• Records shown
+++++
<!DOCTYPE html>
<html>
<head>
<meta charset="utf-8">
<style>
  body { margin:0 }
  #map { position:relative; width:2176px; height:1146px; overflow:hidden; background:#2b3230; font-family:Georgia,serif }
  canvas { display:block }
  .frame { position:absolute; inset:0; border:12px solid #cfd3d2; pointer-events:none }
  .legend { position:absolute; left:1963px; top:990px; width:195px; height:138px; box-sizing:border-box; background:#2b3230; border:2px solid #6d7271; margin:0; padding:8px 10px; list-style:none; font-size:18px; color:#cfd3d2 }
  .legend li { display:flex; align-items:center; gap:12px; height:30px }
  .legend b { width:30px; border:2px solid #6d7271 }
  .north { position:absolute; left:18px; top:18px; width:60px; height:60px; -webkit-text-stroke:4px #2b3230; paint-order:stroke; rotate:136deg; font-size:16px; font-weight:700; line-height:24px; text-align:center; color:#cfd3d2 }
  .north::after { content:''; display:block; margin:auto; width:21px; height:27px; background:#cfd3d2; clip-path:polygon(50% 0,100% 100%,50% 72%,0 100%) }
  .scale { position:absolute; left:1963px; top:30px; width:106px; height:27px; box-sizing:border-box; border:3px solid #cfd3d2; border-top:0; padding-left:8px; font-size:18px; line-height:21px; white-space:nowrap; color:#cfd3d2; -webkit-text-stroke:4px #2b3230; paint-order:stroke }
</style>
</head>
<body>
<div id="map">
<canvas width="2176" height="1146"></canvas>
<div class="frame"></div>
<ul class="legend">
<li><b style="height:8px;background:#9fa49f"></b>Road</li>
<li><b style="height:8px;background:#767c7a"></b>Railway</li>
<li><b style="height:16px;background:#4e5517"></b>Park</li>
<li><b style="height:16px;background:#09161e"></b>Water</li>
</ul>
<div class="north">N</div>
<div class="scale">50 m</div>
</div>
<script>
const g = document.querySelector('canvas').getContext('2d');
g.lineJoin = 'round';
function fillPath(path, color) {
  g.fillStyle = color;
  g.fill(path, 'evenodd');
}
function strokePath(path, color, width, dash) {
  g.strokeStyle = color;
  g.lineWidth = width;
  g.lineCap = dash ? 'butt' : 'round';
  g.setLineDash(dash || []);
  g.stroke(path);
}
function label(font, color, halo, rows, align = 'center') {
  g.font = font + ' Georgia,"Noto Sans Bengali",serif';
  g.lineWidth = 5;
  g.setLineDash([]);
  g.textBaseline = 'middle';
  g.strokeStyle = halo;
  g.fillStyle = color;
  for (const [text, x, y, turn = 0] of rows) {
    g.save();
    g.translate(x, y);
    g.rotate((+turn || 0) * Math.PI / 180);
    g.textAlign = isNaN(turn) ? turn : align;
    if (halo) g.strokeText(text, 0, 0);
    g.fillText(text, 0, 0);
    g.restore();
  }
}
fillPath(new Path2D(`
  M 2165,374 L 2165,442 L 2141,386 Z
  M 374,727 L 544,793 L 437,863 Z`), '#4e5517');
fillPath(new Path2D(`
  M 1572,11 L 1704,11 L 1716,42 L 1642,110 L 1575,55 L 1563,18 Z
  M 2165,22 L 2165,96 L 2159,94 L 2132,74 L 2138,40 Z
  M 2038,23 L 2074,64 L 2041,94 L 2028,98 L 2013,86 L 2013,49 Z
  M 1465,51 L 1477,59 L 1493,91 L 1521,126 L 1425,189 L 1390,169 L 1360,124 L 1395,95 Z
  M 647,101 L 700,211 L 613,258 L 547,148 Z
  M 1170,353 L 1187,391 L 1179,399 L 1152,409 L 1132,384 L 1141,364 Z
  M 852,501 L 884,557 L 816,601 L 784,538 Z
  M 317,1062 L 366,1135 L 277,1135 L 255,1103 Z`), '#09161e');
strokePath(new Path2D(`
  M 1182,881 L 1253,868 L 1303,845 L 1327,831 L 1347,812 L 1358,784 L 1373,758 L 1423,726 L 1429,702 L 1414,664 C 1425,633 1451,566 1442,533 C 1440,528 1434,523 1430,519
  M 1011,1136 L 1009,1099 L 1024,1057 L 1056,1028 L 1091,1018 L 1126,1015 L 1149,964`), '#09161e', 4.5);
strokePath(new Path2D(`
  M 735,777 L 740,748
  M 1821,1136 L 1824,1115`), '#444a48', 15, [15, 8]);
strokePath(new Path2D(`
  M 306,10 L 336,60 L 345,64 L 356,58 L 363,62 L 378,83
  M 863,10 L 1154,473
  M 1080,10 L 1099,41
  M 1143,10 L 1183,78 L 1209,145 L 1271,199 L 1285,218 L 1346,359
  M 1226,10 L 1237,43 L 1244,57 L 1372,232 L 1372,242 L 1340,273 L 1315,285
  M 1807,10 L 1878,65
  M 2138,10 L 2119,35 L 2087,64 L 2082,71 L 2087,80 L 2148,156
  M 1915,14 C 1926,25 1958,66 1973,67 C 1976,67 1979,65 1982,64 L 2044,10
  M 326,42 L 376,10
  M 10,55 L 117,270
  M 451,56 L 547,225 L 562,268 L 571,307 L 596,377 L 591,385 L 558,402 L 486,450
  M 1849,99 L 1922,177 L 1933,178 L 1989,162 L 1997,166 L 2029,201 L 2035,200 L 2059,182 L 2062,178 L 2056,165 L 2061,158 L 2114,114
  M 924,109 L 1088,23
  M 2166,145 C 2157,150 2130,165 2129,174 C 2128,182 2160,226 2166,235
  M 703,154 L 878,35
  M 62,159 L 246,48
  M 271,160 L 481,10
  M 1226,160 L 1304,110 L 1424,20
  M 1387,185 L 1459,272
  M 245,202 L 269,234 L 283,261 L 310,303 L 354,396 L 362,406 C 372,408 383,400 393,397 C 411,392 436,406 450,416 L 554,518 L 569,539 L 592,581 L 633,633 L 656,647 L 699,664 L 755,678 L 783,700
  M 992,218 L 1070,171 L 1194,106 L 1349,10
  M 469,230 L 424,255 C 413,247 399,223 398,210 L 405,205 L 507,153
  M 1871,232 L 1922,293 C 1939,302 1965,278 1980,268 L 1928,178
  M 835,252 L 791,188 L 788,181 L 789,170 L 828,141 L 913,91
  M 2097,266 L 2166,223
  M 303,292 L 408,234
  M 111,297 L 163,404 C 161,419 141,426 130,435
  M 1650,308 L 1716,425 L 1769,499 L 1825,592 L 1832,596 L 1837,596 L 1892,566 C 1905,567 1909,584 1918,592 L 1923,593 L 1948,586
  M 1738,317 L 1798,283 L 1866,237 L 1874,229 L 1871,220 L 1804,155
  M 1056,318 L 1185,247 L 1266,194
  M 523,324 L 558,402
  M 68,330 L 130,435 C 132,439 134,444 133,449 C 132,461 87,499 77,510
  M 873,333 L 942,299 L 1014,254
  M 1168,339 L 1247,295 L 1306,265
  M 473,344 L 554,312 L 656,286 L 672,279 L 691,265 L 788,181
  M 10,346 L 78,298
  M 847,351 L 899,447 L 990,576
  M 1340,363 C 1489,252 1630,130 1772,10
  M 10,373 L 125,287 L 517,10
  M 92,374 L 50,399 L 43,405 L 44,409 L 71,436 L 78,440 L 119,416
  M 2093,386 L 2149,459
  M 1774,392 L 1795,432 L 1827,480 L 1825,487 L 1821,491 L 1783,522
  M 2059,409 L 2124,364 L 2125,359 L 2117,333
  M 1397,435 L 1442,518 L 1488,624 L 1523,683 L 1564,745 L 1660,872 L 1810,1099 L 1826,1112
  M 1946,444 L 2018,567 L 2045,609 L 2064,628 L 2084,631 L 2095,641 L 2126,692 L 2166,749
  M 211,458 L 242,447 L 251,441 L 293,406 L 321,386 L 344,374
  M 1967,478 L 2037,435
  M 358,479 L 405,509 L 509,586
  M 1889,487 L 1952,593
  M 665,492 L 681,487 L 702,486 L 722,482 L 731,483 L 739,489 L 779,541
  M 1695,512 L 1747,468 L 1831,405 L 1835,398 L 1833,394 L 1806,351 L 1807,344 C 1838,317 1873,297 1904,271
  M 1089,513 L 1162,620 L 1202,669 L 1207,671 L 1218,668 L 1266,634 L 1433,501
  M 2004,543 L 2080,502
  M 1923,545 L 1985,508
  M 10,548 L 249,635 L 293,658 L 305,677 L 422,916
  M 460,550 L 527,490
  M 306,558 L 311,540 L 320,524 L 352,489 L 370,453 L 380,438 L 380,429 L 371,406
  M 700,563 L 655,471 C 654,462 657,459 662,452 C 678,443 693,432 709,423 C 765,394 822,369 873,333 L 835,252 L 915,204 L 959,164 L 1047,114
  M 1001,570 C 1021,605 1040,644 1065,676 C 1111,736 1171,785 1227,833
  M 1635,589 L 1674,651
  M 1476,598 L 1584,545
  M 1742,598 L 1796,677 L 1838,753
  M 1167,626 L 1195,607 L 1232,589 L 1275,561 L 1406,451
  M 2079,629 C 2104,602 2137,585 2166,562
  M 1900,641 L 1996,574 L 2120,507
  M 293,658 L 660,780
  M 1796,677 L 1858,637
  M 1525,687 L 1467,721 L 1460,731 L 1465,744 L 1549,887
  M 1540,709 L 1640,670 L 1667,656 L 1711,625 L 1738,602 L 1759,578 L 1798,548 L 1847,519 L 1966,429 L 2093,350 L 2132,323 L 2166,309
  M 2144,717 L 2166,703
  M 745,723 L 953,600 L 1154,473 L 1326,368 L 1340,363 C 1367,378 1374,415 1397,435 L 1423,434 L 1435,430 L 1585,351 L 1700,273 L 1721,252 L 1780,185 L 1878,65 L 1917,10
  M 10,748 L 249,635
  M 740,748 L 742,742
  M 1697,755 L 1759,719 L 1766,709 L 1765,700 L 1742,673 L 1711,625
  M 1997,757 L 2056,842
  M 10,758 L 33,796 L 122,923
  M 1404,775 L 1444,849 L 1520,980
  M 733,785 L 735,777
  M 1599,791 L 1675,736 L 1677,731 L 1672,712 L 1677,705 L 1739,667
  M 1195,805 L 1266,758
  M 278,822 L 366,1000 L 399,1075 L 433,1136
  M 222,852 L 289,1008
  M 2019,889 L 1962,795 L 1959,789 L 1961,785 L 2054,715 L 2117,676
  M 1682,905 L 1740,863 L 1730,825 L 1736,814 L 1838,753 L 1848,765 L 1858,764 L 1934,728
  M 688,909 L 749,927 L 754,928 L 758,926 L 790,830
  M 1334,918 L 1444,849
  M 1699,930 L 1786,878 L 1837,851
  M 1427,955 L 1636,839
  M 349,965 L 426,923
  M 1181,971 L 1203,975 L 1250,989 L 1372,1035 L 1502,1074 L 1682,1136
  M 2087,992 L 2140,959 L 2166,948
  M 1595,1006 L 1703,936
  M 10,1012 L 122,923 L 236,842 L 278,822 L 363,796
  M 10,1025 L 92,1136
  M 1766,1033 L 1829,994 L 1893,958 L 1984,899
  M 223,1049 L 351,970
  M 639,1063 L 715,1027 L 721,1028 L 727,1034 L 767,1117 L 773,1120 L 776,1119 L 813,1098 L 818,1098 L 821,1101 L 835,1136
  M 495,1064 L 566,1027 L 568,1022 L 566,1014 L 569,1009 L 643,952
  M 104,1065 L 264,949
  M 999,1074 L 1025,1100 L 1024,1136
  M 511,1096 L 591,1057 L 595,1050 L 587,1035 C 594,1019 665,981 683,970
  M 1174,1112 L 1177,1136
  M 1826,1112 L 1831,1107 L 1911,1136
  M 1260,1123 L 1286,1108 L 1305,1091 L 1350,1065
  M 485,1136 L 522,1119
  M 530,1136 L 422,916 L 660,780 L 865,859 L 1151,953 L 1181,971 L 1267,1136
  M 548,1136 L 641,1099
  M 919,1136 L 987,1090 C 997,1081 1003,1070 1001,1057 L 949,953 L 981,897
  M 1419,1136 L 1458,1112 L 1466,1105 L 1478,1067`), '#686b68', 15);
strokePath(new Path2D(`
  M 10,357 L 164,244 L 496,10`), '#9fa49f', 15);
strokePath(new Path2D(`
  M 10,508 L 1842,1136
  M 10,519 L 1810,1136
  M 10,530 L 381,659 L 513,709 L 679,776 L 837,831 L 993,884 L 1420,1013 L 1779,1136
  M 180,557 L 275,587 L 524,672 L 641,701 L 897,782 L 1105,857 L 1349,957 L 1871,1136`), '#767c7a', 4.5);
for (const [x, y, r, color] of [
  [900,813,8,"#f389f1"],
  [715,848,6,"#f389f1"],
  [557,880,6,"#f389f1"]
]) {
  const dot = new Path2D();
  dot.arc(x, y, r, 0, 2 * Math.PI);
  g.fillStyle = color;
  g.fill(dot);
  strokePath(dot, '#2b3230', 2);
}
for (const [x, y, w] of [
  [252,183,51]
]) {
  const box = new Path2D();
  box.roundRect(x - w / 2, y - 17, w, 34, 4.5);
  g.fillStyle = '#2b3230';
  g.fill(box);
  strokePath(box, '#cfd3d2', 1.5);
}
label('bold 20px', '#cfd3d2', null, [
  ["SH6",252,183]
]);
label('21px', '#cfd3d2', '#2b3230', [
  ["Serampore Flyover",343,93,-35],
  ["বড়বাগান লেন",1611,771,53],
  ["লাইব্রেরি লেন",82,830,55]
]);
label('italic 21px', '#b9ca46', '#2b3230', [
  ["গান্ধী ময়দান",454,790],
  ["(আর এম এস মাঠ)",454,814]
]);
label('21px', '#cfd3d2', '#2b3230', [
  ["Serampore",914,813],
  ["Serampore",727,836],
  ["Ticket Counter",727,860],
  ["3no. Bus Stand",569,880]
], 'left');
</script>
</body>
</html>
+++++
Which lines run from the first of the listing to the line containing "position:absolute; left:18px; top:18px;"? Reproduce those exactly, both ends included.

<!DOCTYPE html>
<html>
<head>
<meta charset="utf-8">
<style>
  body { margin:0 }
  #map { position:relative; width:2176px; height:1146px; overflow:hidden; background:#2b3230; font-family:Georgia,serif }
  canvas { display:block }
  .frame { position:absolute; inset:0; border:12px solid #cfd3d2; pointer-events:none }
  .legend { position:absolute; left:1963px; top:990px; width:195px; height:138px; box-sizing:border-box; background:#2b3230; border:2px solid #6d7271; margin:0; padding:8px 10px; list-style:none; font-size:18px; color:#cfd3d2 }
  .legend li { display:flex; align-items:center; gap:12px; height:30px }
  .legend b { width:30px; border:2px solid #6d7271 }
  .north { position:absolute; left:18px; top:18px; width:60px; height:60px; -webkit-text-stroke:4px #2b3230; paint-order:stroke; rotate:136deg; font-size:16px; font-weight:700; line-height:24px; text-align:center; color:#cfd3d2 }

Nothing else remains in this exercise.